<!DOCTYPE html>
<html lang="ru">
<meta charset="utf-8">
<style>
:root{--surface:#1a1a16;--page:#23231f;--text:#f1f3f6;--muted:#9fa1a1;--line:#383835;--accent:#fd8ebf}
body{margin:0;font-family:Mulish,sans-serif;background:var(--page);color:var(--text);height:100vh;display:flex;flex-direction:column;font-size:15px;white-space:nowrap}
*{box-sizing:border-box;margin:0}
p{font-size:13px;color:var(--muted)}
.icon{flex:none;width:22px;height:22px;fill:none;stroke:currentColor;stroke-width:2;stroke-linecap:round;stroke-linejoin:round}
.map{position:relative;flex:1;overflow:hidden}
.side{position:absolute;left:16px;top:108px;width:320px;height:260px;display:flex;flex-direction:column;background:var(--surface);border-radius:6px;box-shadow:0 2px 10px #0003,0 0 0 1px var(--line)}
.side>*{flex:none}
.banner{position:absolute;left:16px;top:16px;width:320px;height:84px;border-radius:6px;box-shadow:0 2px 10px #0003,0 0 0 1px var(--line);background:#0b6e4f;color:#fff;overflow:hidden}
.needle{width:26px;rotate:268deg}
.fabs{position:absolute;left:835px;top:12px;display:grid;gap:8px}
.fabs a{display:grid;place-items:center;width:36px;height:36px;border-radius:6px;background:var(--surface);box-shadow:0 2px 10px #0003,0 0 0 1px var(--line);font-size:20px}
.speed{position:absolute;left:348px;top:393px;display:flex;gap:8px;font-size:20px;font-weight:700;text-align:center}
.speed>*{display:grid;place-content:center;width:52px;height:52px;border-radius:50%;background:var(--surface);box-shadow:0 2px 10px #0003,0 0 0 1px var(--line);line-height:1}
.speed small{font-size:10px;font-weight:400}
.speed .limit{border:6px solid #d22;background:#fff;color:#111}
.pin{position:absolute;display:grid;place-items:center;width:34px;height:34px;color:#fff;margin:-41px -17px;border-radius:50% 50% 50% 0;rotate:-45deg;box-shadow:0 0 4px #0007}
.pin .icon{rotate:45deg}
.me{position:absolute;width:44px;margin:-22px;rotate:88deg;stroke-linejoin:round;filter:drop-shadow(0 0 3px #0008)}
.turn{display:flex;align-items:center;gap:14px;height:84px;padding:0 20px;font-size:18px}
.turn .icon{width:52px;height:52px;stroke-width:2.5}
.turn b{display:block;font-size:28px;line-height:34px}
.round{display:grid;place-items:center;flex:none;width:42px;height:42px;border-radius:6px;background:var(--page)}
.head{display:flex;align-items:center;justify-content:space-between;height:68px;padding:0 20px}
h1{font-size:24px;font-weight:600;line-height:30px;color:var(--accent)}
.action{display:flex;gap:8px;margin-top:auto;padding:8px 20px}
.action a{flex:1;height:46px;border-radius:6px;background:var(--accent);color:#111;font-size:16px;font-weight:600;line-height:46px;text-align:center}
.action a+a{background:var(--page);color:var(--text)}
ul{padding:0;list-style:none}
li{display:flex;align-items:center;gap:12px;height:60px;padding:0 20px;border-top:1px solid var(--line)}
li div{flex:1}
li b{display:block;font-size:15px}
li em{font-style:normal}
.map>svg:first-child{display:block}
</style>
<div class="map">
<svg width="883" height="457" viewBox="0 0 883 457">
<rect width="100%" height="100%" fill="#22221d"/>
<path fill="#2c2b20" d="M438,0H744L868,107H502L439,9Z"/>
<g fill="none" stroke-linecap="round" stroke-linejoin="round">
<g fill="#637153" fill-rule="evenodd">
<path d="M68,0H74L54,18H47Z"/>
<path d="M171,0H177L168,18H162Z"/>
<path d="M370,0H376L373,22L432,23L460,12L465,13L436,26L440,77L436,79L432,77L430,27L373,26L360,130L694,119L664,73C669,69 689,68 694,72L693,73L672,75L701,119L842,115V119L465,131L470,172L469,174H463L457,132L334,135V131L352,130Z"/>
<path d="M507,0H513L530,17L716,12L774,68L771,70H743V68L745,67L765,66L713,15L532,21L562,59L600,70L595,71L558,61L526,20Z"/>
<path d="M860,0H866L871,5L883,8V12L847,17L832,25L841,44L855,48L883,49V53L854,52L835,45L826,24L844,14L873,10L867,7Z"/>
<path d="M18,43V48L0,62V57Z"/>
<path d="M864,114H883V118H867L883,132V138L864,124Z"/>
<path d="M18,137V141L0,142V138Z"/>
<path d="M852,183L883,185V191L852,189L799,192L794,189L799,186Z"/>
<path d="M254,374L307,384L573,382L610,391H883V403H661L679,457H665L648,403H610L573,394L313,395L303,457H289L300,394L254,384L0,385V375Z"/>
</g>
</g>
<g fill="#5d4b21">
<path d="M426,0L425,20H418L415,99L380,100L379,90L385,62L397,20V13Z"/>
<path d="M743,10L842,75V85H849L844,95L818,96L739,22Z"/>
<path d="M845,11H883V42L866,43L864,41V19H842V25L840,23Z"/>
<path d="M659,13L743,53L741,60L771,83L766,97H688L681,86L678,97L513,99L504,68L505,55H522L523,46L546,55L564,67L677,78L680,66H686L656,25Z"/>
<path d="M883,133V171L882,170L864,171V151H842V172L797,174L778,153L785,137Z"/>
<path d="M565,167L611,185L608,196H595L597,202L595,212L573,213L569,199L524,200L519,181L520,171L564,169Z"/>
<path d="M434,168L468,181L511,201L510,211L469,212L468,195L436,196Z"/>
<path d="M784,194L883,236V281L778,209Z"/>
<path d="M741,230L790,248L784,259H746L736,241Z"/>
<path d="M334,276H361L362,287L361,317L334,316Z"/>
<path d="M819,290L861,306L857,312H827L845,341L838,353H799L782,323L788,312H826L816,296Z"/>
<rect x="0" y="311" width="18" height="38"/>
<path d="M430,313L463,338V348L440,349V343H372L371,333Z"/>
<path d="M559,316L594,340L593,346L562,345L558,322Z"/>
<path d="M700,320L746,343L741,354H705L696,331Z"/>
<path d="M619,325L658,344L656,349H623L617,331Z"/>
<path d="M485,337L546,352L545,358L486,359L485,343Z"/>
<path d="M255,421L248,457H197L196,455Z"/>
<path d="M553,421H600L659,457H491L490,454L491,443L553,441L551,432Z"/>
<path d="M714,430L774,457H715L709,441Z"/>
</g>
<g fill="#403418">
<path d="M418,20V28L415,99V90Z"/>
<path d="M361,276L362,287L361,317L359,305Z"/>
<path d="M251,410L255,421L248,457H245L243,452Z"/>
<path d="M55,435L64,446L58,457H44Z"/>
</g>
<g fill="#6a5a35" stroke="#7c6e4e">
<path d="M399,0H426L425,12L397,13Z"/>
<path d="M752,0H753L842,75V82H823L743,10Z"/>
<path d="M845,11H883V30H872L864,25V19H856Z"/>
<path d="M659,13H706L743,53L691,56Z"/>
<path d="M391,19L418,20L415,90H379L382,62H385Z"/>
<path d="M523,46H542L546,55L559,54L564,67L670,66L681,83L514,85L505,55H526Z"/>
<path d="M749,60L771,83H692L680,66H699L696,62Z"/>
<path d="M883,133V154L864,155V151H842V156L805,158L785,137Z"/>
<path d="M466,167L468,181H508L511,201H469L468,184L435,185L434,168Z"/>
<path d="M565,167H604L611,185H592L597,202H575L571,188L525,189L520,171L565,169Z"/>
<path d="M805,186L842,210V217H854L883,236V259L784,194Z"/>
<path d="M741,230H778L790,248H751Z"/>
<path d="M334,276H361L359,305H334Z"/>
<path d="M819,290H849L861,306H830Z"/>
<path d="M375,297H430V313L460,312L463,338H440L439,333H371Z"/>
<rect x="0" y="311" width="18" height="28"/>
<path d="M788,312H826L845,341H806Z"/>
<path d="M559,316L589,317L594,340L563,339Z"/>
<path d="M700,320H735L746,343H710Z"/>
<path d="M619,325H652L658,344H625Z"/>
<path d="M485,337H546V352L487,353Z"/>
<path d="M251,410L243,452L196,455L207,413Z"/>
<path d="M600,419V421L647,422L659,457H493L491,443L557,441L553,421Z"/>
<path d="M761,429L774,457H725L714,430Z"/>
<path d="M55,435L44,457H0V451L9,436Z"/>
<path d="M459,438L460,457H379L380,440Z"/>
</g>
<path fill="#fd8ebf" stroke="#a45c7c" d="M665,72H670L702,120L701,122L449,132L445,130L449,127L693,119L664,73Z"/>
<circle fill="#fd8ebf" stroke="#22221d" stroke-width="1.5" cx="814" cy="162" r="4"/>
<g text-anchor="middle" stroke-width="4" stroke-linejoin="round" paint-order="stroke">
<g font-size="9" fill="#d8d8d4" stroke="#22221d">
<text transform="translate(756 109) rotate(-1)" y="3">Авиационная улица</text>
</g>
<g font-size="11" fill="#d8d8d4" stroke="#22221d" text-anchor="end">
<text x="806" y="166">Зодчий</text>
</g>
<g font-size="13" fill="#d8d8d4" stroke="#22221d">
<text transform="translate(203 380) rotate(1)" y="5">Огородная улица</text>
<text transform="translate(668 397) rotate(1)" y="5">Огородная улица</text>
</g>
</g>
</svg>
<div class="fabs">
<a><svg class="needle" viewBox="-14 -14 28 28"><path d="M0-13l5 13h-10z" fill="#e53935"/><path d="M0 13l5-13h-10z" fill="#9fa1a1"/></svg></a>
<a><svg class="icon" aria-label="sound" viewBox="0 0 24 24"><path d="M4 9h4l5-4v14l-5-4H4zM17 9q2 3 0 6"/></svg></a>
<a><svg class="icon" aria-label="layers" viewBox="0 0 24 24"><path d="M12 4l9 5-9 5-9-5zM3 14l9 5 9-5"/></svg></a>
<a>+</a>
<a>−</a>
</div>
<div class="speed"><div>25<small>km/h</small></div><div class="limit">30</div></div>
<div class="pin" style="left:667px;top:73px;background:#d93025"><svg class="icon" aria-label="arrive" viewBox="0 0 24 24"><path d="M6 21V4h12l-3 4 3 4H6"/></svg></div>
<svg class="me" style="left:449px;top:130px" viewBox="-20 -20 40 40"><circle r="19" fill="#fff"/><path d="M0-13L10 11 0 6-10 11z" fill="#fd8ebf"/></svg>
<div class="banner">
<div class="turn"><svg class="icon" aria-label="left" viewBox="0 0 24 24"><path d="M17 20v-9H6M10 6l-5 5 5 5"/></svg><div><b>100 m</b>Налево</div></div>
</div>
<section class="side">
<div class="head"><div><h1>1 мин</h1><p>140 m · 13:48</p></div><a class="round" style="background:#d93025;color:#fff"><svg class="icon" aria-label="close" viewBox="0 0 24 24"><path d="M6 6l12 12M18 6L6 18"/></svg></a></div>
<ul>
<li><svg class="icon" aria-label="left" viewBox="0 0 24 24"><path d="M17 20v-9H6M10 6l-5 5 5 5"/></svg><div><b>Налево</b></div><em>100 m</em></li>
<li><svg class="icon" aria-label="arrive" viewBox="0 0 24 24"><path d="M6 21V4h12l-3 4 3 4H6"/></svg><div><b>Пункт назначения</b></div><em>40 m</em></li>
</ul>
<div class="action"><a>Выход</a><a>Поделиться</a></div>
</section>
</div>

- WHAT YOU WILL DO
Whenever the word "direction" occurs in a line of the listing above, return that line.

- EXPECTED ANSWER
body{margin:0;font-family:Mulish,sans-serif;background:var(--page);color:var(--text);height:100vh;display:flex;flex-direction:column;font-size:15px;white-space:nowrap}
.side{position:absolute;left:16px;top:108px;width:320px;height:260px;display:flex;flex-direction:column;background:var(--surface);border-radius:6px;box-shadow:0 2px 10px #0003,0 0 0 1px var(--line)}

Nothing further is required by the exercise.